I can’t help snorting. “Stephanie Brewer fed me almost the exact same line,” I say.

“Well,” Cooper says, “it could be true, you know. With her longtime bodyguard—Bear’s worked for her for two years—down for now, Tania might truly want people around her who she thinks she can trust, especially when she’s in such a delicate state.”

“Delicate state? The girl is having a baby. People have been having babies for thousands of years, often in the middle of fields with no painkillers, while running from woolly mammoths.”

Cooper raises an eyebrow at me. “Are you all right?” he asks.

“Yes,” I say. “Of course I’m all right.”

I realize I need to cool it a little. Tania may have stolen one Cartwright brother away from me, and now, by getting herself pregnant by him, is using that “delicate state” as an excuse to hire a second Cartwright brother to “protect” her—or at least her father-in-law is.

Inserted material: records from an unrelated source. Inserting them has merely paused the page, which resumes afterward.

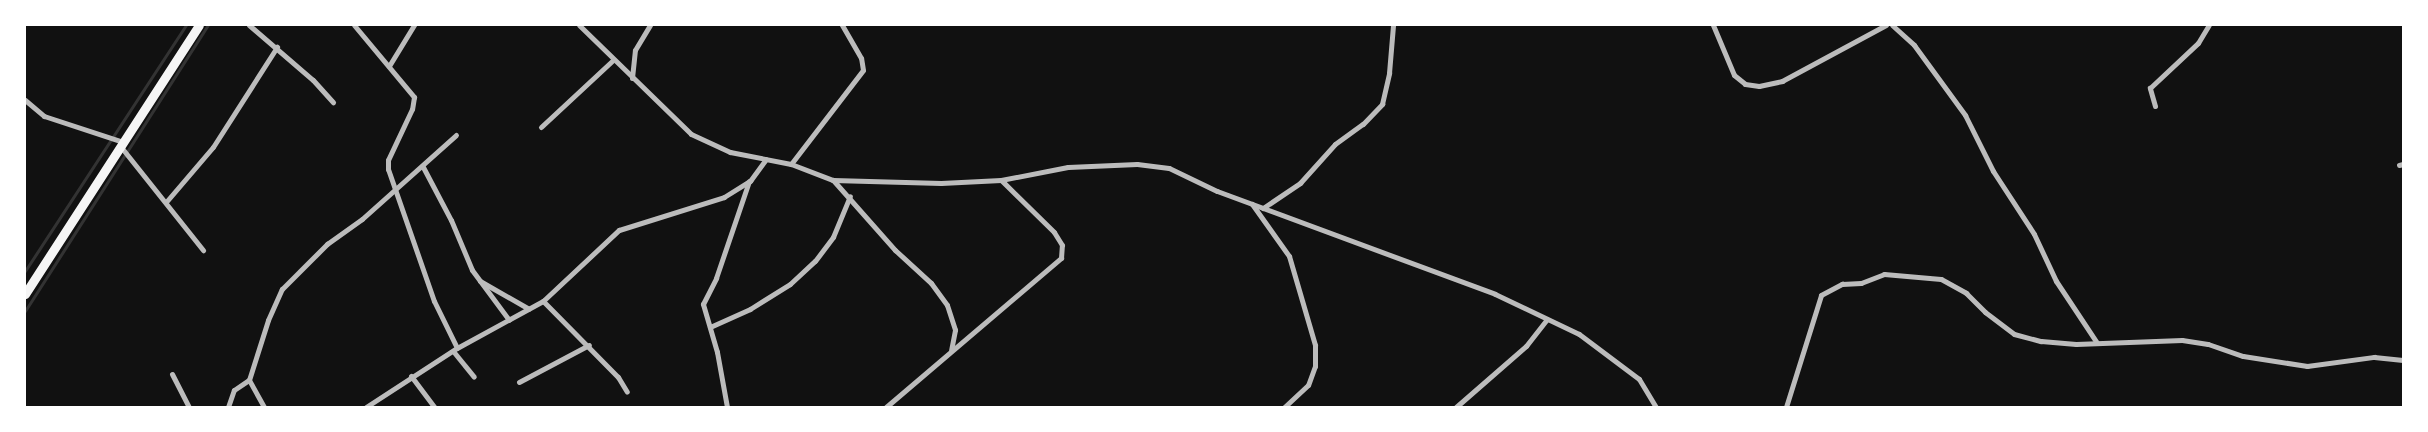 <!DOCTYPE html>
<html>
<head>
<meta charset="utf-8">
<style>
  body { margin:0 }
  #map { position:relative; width:2428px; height:432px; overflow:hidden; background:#111; font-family:Roboto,sans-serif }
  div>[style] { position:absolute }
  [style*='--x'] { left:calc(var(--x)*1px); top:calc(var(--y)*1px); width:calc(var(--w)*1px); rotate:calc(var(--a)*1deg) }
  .stream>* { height:3px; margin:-1.5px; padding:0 1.5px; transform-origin:1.5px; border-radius:1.5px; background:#333 }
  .minor>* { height:5px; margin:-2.5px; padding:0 2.5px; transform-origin:2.5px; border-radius:2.5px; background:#bcbcbc }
  .secondary>* { height:9px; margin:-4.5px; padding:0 4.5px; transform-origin:4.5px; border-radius:4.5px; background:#f5f5f5 }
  span { translate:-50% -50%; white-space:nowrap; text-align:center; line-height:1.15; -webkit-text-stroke:4.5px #fff; paint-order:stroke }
  .frame { position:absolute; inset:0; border:26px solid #fff; pointer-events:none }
</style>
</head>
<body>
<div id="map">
  <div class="stream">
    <i style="--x:25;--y:271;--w:294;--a:-56.8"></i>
    <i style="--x:25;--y:311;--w:340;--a:-57.4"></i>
  </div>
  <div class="minor">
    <i style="--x:249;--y:25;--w:84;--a:40.7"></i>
    <i style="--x:313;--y:80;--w:30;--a:48"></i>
    <i style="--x:354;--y:25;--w:94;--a:50.2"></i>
    <i style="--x:414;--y:97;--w:12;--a:99"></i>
    <i style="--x:412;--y:109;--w:56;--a:115.2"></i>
    <i style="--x:388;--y:160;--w:9;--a:90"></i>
    <i style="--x:388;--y:169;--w:140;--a:70.8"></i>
    <i style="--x:434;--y:301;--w:52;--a:63.9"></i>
    <i style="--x:579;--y:25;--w:156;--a:44.2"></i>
    <i style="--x:691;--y:134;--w:43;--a:24.8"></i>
    <i style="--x:730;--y:152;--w:62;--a:11.1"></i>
    <i style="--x:791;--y:164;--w:45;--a:20.9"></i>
    <i style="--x:833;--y:180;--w:108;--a:1.6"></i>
    <i style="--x:941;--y:183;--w:60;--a:-2.9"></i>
    <i style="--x:1001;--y:180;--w:68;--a:-11"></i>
    <i style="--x:1068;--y:167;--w:69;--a:-2.5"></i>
    <i style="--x:1137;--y:164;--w:32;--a:7"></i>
    <i style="--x:1169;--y:168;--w:53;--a:25.6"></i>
    <i style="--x:1217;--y:191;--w:296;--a:20.3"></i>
    <i style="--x:1495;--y:294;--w:93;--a:25.5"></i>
    <i style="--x:1579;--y:334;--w:75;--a:36.9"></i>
    <i style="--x:1639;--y:379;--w:33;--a:59"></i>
    <i style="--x:1713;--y:25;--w:54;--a:67.2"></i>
    <i style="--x:1734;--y:75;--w:14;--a:39"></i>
    <i style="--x:1745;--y:84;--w:14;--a:8"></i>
    <i style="--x:1759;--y:86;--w:24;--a:-12"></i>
    <i style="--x:1782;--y:81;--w:118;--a:-28.3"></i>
    <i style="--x:1892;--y:25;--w:30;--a:42"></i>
    <i style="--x:1914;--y:45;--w:87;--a:53.9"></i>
    <i style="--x:1965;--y:115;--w:63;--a:63.4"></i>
    <i style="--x:1993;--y:171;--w:75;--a:56.9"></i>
    <i style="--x:2034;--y:234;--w:52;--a:64.9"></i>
    <i style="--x:2056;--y:281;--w:74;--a:56.5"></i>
    <i style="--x:389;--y:66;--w:48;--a:-58.6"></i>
    <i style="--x:632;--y:78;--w:28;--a:-84"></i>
    <i style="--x:635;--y:50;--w:29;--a:-59"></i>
    <i style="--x:25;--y:100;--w:25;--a:40"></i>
    <i style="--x:44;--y:116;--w:83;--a:18.2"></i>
    <i style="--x:2155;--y:106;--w:19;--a:-106"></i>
    <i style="--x:2150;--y:88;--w:66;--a:-43.2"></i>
    <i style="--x:2198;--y:43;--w:21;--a:-59"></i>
    <i style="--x:541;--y:127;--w:98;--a:-42.9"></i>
    <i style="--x:121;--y:147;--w:132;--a:51.5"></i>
    <i style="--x:791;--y:164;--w:118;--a:-52.5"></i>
    <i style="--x:863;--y:70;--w:12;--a:-99"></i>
    <i style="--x:861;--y:58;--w:38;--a:-120"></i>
    <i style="--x:2399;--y:165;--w:4;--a:-14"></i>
    <i style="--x:423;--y:167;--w:60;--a:62.2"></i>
    <i style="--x:451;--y:220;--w:54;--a:67.2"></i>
    <i style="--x:472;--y:270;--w:62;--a:53.5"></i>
    <i style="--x:833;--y:180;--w:94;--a:48.5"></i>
    <i style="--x:895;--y:250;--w:49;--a:42.5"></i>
    <i style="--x:931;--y:283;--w:27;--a:54"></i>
    <i style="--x:947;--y:305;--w:26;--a:72"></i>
    <i style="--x:955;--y:330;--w:20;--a:101"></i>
    <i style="--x:166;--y:202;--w:72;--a:-49.5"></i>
    <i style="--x:213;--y:147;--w:119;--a:-57.4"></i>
    <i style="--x:1252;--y:204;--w:64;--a:54.6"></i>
    <i style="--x:1289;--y:256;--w:93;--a:73.7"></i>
    <i style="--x:1315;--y:345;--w:21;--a:90"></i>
    <i style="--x:1315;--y:366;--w:20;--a:110"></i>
    <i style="--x:1308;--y:385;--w:33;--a:137"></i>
    <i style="--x:1263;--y:208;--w:45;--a:-34"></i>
    <i style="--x:1300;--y:183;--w:52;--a:-48.1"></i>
    <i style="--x:1335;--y:144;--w:34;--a:-36"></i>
    <i style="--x:1363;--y:124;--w:28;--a:-46"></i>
    <i style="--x:1382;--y:104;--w:32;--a:-77"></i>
    <i style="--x:1389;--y:73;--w:48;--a:-85.2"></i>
    <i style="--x:480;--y:281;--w:56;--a:29.7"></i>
    <i style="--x:543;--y:301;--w:107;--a:45.4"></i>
    <i style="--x:618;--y:377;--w:17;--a:59"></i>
    <i style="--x:710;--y:327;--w:44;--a:-24.2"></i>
    <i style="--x:750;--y:309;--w:47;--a:-32"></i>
    <i style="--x:790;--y:284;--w:34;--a:-43"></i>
    <i style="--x:815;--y:261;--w:30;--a:-53"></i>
    <i style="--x:833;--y:237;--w:44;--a:-67.5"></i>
    <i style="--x:453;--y:351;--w:33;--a:51"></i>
    <i style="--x:172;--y:374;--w:37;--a:63"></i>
    <i style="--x:411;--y:376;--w:39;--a:53"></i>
    <i style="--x:519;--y:382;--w:79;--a:-27.9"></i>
    <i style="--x:228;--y:407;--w:18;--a:-71"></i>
    <i style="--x:234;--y:390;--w:18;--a:-34"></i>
    <i style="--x:264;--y:407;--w:31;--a:-119"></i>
    <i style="--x:249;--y:380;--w:63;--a:-72.4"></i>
    <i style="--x:268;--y:320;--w:34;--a:-66"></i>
    <i style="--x:282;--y:289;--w:64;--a:-45"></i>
    <i style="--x:327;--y:244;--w:43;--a:-35.5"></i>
    <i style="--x:362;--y:219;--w:126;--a:-41.8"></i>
    <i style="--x:366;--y:407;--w:108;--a:-33"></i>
    <i style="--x:457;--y:348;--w:98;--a:-28.7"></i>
    <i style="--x:543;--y:301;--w:104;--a:-43.1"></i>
    <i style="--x:619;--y:230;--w:110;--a:-17.4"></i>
    <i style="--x:724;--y:197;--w:31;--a:-32"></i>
    <i style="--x:750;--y:181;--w:27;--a:-54"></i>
    <i style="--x:727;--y:407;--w:56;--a:-100.3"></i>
    <i style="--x:717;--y:352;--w:50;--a:-106.3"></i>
    <i style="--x:703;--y:304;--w:29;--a:-63"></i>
    <i style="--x:716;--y:278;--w:102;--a:-71.2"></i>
    <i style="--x:886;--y:407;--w:230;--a:-40.4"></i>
    <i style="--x:1061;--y:258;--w:13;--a:-86"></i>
    <i style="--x:1062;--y:245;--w:15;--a:-122"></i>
    <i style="--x:1054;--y:232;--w:74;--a:-135.5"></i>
    <i style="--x:1456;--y:407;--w:93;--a:-41.1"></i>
    <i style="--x:1526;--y:346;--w:34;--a:-52"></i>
    <i style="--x:1786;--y:407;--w:117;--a:-72.6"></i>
    <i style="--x:1821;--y:295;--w:24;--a:-28"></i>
    <i style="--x:1842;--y:284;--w:19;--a:-3"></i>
    <i style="--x:1861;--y:283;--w:25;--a:-21"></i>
    <i style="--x:1884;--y:274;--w:57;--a:5"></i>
    <i style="--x:1941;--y:279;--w:29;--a:29"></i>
    <i style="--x:1966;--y:293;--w:27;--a:45"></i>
    <i style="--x:1985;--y:312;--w:36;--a:37"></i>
    <i style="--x:2014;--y:334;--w:28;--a:15"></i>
    <i style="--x:2041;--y:341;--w:35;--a:5"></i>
    <i style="--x:2076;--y:344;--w:106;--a:-2.2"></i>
    <i style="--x:2182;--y:340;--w:26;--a:9"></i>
    <i style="--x:2208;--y:344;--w:37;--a:19"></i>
    <i style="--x:2243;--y:356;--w:65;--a:8.9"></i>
    <i style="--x:2307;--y:366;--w:68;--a:-7.7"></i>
    <i style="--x:2374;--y:357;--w:29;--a:6"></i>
  </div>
  <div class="secondary">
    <i style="--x:25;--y:294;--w:320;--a:-57.1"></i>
  </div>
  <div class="frame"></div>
</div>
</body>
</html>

But that doesn’t mean she’s going to steal Cooper away from me, first, because Cooper is in love with me, and second, because she’s married now and having a child. And third, because if she lays so much as a finger on Cooper, I will break it off. Unlike when I found her messing around with Jordan, I will actually fight for Cooper, as the love I have for Cooper is a dazzling supernova, whereas the love I had for Jordan was a wet sparkler no one could light on a soggy Fourth of July.